▶ _Task prompt_
Among the entries, find the lines with the string "canvas" and report them.

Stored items
--*--

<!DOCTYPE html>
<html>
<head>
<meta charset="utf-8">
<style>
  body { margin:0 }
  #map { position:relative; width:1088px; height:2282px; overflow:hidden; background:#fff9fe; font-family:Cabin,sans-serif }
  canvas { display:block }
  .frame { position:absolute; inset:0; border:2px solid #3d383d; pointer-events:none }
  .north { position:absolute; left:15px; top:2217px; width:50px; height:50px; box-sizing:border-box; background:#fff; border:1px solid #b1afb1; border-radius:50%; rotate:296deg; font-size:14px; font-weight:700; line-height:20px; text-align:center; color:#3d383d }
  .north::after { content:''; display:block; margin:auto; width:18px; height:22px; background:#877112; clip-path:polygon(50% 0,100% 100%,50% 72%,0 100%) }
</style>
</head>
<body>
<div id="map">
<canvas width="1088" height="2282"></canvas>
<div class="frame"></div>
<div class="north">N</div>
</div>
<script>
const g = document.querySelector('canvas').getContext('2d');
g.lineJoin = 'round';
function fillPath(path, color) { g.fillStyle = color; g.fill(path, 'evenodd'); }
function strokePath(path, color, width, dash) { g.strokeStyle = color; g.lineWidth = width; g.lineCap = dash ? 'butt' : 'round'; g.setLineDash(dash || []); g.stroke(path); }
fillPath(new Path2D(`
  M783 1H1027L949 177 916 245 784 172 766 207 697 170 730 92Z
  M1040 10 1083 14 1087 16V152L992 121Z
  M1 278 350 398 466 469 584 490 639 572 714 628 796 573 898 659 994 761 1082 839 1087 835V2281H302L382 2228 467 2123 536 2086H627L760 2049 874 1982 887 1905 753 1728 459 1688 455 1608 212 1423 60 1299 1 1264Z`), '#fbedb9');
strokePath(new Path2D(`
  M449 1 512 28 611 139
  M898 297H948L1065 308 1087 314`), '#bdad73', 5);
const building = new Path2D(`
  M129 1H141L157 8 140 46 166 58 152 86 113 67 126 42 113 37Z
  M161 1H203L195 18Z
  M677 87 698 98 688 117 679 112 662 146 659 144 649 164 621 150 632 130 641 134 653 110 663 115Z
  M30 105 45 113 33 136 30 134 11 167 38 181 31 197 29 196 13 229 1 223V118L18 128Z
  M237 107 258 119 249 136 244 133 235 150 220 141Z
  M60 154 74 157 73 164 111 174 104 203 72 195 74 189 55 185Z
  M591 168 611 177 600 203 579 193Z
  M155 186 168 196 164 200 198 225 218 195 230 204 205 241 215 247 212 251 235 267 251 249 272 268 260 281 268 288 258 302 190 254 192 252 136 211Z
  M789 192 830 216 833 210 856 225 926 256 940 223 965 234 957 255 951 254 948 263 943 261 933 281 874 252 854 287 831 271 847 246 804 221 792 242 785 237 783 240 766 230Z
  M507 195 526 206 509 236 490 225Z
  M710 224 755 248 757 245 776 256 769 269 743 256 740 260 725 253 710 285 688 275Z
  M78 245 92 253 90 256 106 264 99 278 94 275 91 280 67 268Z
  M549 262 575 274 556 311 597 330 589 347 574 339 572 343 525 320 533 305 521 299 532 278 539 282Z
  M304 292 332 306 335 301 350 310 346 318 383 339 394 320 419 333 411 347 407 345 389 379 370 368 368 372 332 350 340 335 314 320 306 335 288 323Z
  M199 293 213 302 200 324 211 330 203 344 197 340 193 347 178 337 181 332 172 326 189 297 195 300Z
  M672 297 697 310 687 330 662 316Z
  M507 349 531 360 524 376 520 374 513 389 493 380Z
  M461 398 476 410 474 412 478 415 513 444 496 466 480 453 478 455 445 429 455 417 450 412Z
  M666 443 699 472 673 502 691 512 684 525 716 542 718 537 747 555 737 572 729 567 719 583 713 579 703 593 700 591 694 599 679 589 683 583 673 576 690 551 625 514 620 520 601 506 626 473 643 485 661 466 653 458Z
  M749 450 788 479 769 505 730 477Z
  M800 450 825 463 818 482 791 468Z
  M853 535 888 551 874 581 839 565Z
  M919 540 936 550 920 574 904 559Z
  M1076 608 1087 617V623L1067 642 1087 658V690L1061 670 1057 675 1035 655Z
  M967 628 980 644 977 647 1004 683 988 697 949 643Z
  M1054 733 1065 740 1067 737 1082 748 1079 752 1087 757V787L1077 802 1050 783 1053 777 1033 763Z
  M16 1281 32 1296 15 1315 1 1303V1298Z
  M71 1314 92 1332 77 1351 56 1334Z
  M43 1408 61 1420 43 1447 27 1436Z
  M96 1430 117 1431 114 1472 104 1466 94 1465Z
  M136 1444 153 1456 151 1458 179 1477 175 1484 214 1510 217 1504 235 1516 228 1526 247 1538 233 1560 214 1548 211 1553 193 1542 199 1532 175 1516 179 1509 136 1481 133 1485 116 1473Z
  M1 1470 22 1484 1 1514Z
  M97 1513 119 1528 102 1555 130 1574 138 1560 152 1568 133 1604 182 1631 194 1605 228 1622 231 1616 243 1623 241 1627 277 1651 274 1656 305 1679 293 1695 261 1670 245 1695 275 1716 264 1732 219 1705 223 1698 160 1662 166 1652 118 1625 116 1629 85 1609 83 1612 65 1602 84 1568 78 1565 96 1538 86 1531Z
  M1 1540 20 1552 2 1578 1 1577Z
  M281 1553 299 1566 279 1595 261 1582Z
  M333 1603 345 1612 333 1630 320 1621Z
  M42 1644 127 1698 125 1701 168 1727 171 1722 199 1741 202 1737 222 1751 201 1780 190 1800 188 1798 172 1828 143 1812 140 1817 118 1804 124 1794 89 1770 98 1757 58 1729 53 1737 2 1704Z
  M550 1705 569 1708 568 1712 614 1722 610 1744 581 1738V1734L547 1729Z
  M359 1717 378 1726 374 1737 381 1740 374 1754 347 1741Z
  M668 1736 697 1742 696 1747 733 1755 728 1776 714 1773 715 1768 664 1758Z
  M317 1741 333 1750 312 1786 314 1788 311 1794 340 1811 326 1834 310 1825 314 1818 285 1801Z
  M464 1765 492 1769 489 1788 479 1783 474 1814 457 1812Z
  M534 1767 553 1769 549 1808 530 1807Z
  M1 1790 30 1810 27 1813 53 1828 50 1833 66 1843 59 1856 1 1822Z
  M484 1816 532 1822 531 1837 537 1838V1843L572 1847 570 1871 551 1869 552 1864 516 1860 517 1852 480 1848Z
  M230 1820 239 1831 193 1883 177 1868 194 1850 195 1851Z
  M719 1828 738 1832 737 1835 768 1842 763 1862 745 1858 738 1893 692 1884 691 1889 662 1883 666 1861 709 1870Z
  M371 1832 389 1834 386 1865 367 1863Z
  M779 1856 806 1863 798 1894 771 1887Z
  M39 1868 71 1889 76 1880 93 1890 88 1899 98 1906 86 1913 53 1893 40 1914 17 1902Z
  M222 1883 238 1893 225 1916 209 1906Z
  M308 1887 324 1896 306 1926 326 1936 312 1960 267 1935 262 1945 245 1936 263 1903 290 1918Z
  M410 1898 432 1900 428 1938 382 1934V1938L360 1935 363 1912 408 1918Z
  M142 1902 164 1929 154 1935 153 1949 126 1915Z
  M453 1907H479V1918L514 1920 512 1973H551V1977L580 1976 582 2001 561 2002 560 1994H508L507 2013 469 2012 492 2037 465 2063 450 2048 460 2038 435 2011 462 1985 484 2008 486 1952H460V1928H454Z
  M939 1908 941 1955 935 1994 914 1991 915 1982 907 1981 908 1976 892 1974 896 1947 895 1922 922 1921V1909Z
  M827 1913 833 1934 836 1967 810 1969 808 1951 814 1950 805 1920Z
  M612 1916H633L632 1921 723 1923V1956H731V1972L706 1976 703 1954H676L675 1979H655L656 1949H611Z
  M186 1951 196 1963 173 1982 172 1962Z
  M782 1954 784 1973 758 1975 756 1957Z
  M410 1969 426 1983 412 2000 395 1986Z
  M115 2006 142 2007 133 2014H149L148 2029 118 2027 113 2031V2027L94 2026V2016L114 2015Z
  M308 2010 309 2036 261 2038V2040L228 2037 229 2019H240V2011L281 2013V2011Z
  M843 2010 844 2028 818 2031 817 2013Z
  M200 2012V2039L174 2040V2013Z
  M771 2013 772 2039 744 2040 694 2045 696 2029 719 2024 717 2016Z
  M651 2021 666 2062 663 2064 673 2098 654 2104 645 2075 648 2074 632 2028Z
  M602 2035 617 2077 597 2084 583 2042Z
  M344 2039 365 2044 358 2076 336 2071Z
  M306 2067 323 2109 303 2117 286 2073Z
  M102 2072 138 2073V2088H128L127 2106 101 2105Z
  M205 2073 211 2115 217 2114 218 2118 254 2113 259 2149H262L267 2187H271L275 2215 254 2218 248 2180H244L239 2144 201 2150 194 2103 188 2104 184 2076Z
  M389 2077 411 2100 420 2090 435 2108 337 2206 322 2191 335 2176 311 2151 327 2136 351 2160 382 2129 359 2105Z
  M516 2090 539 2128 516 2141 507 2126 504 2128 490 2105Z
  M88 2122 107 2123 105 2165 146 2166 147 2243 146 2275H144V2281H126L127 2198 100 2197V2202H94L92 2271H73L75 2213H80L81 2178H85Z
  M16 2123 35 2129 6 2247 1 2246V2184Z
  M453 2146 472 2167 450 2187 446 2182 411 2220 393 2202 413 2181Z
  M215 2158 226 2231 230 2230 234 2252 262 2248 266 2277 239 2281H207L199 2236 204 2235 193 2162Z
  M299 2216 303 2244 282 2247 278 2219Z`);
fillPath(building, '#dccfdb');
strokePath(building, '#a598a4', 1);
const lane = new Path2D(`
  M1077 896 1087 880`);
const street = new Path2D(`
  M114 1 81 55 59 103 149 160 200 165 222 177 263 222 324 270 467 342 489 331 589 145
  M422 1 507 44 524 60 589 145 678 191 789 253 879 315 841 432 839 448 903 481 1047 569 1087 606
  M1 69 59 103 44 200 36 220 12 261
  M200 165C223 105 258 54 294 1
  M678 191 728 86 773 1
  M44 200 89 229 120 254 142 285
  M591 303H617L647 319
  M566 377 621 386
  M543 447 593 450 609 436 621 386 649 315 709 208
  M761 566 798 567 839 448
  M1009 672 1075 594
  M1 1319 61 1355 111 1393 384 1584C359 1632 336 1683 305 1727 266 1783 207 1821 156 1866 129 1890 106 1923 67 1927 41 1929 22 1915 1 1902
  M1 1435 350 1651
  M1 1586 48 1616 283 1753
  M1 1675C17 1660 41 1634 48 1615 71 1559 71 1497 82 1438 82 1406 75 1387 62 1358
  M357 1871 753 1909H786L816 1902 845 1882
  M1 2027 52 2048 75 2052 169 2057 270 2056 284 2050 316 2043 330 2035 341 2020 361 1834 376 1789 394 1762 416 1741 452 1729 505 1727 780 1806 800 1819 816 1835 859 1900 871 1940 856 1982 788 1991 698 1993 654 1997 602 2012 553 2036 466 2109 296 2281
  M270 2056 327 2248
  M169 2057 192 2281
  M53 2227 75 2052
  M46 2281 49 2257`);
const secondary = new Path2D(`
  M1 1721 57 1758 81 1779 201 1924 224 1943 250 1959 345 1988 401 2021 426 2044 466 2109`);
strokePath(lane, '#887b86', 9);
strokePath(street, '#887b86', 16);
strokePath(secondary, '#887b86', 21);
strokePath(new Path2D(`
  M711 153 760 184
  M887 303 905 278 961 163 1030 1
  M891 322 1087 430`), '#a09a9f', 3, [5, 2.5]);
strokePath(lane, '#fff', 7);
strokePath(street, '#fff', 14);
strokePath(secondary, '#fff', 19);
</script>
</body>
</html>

--*--

▶ _Exercise output_
  canvas { display:block }
<canvas width="1088" height="2282"></canvas>
const g = document.querySelector('canvas').getContext('2d');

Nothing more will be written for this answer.